━━━━━ Entries provided

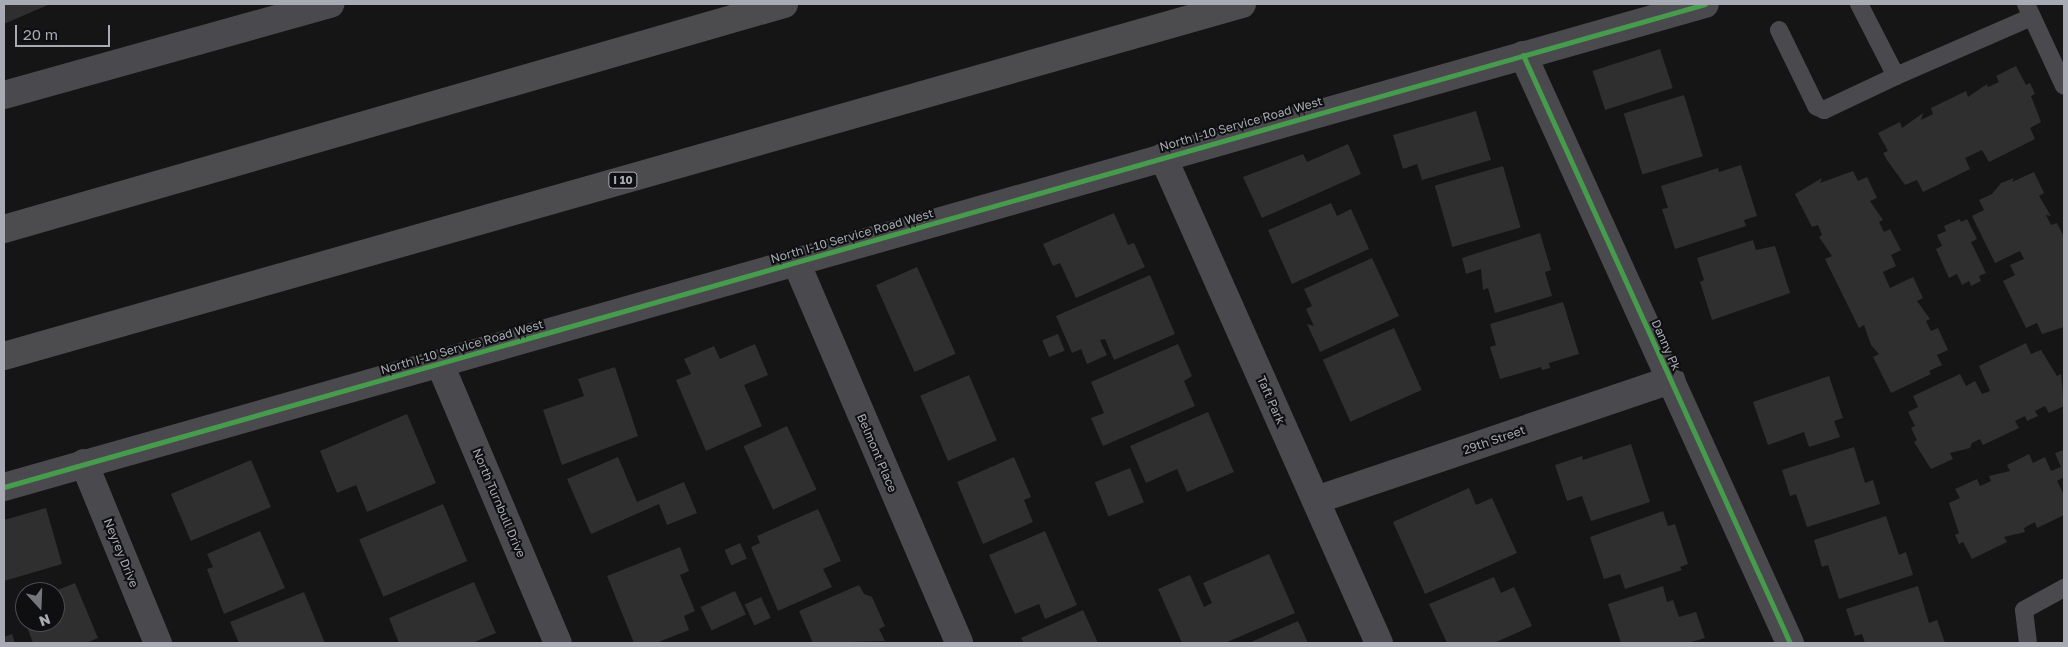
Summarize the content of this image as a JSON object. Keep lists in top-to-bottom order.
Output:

━━━━━━━━━━
━━━━━ Entries provided

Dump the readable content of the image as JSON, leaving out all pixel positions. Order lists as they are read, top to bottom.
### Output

━━━━━━━━━━
━━━━━ Entries provided

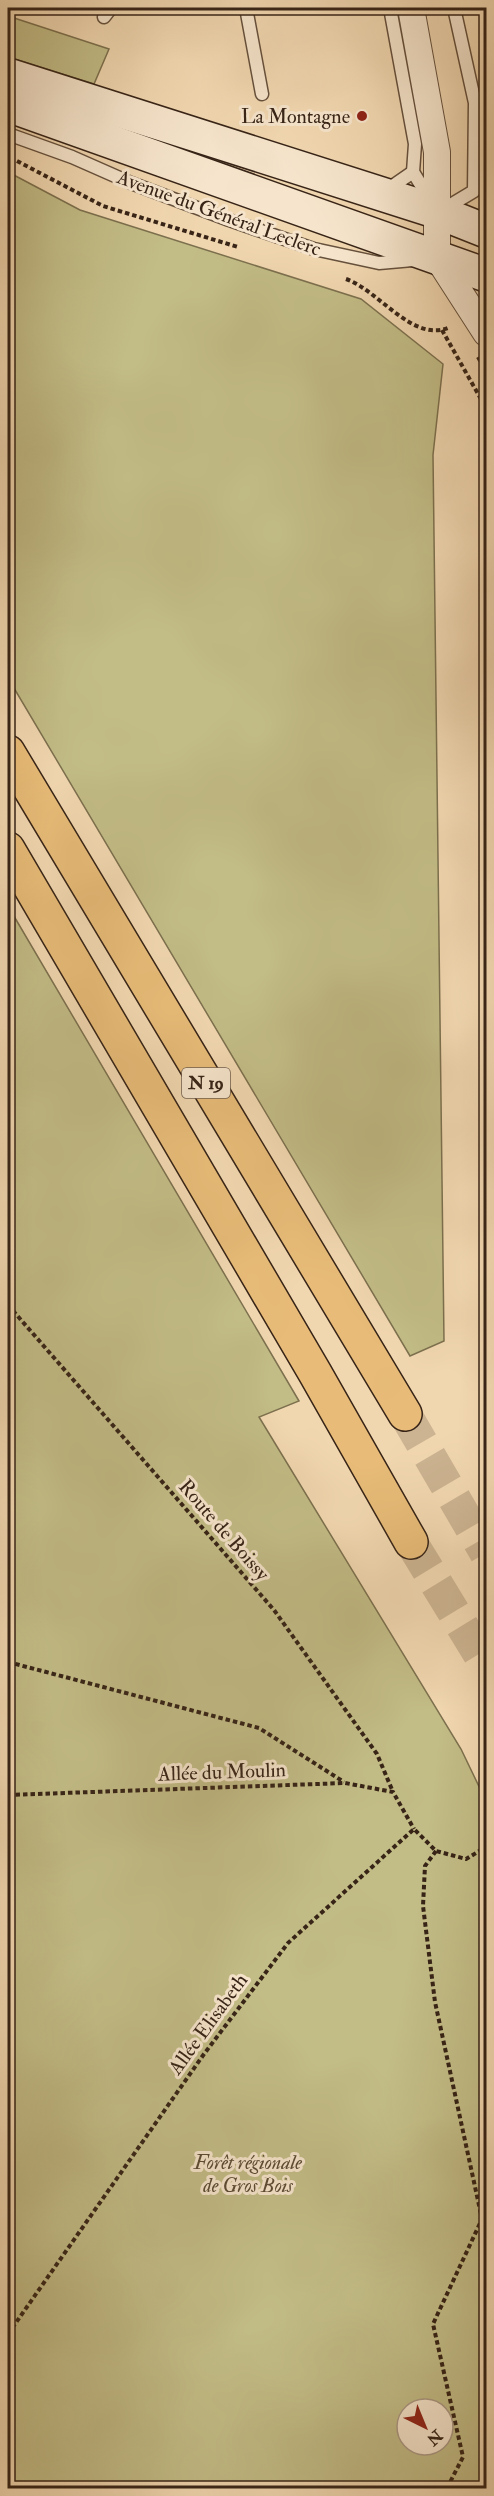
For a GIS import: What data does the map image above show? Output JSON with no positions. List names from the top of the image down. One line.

━━━━━━━━━━

**Work instructions**: Copy every line of the records above that contains "content".

**Exercise solution**:
Summarize the content of this image as a JSON object. Keep lists in top-to-bottom order.
Dump the readable content of the image as JSON, leaving out all pixel positions. Order lists as they are read, top to bottom.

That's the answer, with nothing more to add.